Orden Alladatin au sujet de la Présidentielle de 2021 : Chaque élu est « libre de donner son parrainage à qui il veut »

Fulbert ADJIMEHOSSOU 19 octobre 2020

2021 ne sera pas un scrutin fermé. Le député Orden Alladatin y croit. « Il n’y a pas de raison que la démocratie ne n’exprime pas », a rassuré l’élu de l’Union Progressiste, ce dimanche, sur la télévision nationale. En effet, face aux craintes persistantes d’une élection non inclusive en Avril 2021, le Président de la Commission des Lois de l’Assemblée Nationale ne voit pas d’obstacles en vue pour que les opposants ne prennent part au jeu électoral.

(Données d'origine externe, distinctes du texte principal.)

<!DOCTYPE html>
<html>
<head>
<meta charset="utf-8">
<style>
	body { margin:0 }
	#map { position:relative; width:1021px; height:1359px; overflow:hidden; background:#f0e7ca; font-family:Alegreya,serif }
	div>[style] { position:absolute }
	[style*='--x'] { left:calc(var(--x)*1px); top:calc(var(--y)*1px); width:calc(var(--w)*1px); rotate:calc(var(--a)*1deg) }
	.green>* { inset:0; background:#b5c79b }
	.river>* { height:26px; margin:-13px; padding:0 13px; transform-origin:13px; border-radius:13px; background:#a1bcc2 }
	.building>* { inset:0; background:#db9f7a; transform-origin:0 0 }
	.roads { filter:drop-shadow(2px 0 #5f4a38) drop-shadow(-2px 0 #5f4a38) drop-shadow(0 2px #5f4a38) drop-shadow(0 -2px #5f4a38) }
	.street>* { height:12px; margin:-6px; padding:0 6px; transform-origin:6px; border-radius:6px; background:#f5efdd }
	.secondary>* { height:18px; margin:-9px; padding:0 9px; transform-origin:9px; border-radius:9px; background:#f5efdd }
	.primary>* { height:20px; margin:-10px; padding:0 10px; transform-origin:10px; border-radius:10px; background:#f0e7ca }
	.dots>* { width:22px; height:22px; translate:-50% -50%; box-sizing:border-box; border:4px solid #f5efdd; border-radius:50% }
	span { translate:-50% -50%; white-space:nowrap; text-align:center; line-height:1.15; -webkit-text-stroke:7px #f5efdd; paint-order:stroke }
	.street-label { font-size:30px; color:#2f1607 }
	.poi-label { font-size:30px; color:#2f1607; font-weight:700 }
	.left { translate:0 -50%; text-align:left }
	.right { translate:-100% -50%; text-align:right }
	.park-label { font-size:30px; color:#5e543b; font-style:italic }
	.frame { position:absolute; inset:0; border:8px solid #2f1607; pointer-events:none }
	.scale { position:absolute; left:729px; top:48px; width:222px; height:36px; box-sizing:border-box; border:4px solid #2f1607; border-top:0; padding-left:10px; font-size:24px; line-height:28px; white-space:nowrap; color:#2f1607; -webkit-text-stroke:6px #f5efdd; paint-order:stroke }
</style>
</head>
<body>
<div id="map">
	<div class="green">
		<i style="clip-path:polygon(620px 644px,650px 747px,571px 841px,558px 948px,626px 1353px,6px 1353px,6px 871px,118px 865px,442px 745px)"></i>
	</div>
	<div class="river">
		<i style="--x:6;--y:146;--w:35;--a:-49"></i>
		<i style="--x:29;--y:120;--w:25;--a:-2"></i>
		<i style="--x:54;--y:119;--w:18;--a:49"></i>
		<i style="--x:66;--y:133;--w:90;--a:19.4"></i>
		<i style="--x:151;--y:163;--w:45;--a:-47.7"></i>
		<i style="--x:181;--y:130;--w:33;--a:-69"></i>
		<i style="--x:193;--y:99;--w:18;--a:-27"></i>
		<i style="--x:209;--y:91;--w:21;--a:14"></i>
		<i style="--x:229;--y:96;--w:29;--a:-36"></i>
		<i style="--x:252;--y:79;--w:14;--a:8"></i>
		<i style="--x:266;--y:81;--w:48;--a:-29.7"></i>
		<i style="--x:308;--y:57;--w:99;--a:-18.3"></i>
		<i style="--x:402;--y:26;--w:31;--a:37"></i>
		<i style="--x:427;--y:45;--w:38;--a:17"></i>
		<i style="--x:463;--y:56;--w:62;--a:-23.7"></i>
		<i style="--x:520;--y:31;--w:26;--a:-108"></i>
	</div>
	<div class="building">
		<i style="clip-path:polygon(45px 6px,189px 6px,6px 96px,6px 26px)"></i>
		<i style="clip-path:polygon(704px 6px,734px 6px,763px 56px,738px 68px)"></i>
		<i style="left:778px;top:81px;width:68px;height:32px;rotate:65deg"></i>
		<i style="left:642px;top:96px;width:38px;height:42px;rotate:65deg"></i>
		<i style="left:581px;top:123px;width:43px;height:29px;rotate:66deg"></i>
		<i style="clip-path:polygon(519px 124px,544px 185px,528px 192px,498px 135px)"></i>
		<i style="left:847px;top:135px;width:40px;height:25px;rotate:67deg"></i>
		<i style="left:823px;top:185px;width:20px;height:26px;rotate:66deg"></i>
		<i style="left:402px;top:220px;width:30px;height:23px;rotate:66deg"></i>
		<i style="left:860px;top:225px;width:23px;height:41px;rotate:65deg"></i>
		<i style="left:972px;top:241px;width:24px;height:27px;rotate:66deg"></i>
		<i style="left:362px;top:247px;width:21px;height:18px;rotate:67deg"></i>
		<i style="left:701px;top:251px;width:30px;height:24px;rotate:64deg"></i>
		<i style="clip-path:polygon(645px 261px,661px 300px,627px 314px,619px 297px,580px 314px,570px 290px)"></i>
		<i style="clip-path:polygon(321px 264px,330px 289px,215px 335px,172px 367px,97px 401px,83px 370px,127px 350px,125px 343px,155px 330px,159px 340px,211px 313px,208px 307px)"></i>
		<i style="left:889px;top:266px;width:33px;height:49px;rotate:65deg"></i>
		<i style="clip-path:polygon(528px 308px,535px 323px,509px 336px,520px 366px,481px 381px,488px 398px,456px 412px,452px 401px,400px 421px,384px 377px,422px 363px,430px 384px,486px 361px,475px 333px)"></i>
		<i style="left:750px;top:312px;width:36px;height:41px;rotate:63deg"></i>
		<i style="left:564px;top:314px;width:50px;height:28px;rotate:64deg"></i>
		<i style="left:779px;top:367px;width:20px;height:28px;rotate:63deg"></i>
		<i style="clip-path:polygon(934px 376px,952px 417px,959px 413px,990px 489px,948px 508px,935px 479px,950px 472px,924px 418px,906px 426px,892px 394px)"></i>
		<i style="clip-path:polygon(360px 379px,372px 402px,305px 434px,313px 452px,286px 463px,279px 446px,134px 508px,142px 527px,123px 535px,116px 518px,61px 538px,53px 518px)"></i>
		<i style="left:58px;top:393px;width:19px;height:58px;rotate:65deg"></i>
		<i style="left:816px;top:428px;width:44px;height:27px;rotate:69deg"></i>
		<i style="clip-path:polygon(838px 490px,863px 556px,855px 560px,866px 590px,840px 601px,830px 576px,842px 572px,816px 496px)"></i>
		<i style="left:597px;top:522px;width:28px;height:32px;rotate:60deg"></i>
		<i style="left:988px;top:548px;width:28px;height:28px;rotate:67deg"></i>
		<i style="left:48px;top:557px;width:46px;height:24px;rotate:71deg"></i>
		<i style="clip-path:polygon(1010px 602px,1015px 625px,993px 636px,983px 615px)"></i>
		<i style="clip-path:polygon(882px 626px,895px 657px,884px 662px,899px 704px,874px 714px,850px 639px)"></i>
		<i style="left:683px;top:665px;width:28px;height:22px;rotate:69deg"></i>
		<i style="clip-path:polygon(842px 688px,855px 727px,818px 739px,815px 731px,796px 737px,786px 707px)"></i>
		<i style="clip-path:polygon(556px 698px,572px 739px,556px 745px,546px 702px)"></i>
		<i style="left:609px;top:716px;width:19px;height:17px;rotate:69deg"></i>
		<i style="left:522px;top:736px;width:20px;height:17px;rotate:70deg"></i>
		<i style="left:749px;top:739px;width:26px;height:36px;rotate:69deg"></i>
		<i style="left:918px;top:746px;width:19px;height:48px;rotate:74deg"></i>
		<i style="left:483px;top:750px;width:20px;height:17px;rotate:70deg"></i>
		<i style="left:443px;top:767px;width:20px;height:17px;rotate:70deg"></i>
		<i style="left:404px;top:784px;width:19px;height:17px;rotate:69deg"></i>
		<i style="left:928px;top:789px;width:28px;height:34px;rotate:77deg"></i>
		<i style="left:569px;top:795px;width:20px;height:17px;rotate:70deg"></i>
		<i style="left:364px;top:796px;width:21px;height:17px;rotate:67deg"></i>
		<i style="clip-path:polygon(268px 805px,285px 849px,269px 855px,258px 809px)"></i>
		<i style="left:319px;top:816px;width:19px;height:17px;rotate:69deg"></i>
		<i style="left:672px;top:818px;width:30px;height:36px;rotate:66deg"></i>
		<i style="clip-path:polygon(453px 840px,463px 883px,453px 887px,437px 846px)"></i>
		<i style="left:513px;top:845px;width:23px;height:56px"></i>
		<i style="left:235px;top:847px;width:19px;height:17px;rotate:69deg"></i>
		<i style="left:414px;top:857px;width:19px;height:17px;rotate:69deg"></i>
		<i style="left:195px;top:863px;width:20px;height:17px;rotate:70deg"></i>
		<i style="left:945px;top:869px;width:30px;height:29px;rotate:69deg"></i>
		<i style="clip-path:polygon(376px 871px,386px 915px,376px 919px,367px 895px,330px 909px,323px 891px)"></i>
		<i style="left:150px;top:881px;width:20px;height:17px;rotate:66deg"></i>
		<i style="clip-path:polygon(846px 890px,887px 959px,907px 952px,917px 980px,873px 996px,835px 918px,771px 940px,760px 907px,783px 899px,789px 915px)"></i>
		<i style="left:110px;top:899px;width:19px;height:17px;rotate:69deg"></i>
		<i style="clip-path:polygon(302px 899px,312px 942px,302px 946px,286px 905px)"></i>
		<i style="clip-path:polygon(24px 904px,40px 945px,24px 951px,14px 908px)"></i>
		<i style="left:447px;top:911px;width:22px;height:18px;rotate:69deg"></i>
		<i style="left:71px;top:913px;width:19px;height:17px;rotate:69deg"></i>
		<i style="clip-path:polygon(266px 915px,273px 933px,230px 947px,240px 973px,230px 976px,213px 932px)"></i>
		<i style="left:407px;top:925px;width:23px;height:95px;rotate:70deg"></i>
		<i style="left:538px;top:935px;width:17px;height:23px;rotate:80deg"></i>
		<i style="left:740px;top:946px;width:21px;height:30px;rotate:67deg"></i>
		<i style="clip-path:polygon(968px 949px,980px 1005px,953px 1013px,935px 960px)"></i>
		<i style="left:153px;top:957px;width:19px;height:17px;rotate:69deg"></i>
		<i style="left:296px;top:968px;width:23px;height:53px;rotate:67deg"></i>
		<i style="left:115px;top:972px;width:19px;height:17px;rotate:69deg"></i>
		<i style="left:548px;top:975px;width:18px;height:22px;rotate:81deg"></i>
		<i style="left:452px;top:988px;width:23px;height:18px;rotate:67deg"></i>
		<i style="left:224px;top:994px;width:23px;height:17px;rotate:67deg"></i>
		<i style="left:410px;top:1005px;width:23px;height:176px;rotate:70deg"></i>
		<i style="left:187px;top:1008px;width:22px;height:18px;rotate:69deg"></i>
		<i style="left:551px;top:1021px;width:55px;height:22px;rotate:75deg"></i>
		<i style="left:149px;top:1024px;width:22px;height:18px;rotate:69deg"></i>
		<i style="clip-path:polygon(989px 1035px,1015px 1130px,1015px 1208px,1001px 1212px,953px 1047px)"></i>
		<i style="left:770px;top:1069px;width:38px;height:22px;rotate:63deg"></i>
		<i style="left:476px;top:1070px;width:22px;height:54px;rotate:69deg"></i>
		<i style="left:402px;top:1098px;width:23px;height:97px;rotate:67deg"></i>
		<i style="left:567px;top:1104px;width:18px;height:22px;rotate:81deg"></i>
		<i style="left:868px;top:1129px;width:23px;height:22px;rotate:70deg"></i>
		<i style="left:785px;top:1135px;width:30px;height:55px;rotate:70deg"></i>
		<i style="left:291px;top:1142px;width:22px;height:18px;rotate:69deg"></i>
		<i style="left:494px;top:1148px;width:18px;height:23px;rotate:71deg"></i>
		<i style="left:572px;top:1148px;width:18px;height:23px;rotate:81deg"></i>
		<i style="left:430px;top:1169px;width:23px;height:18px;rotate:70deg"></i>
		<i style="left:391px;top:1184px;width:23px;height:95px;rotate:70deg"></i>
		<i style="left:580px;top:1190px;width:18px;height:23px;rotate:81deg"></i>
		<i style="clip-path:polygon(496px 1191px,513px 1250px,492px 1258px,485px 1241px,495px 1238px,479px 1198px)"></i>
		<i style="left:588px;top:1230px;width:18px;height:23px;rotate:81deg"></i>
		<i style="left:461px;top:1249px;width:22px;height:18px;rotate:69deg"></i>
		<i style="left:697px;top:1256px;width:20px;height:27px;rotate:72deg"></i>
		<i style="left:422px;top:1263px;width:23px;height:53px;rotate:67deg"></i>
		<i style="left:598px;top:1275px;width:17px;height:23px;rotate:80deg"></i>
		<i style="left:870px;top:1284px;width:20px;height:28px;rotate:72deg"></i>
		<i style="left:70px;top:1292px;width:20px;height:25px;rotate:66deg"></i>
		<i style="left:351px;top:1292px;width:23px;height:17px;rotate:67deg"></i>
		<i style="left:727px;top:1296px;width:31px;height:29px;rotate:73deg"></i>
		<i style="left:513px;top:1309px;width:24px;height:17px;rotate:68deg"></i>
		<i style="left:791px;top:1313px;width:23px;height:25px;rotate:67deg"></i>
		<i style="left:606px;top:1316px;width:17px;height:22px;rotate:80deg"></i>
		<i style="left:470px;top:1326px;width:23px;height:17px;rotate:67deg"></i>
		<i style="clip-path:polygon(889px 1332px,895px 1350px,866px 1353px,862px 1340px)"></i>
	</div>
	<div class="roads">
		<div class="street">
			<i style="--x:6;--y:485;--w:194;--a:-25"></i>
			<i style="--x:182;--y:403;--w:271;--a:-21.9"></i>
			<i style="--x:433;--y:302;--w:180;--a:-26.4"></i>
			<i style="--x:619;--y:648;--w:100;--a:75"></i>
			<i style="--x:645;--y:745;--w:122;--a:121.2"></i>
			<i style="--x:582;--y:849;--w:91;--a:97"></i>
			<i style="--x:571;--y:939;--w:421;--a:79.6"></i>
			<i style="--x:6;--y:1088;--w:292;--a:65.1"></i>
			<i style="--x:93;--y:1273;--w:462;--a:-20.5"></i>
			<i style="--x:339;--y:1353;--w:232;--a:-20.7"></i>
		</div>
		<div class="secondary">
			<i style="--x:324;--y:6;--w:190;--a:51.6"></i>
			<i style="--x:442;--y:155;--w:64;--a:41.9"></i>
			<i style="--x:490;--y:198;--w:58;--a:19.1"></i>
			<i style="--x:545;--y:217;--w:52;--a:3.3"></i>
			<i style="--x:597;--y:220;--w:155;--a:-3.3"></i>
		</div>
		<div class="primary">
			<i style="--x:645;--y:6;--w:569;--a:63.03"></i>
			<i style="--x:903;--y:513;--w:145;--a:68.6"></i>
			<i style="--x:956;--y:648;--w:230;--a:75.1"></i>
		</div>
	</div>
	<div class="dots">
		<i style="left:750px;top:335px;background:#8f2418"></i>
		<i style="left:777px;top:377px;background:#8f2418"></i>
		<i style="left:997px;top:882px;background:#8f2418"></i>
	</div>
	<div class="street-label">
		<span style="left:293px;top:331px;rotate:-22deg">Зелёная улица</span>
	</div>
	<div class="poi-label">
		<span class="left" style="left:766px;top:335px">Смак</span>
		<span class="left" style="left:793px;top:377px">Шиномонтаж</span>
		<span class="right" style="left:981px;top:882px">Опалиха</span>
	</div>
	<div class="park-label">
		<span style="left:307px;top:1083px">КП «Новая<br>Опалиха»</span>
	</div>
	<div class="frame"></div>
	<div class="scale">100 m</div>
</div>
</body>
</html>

Le parrainage qui serait le principal obstacle, n’en est pas un à en croire ses analyses, surtout si Patrice Talon n’est pas candidat à sa propre succession. « Le problème ne se poserait pas, puisque l’Up et le Br ne sont pas les mêmes partis. C’est deux partis différents », précise-t-il avant de marteler que le parrainage est libre. « Du point de vue du droit, chaque député, chaque maire est libre de donner son parrainage à qui il veut », insiste Orden Alladatin. Cependant, que se passerait-il, si le Président de la République venait à être candidat pour un second mandat. Le risque que les deux partis de la mouvance présidentielle, l’Up et le Br, fassent la pression sur leurs élus est très craint dans l’opinion. « Ce n’est pas possible, nous sommes en démocratie. Les débats internes que nous faisons aujourd’hui sont dans le sens total de l’apaisement », rassure l’élu de l’Union Progressiste.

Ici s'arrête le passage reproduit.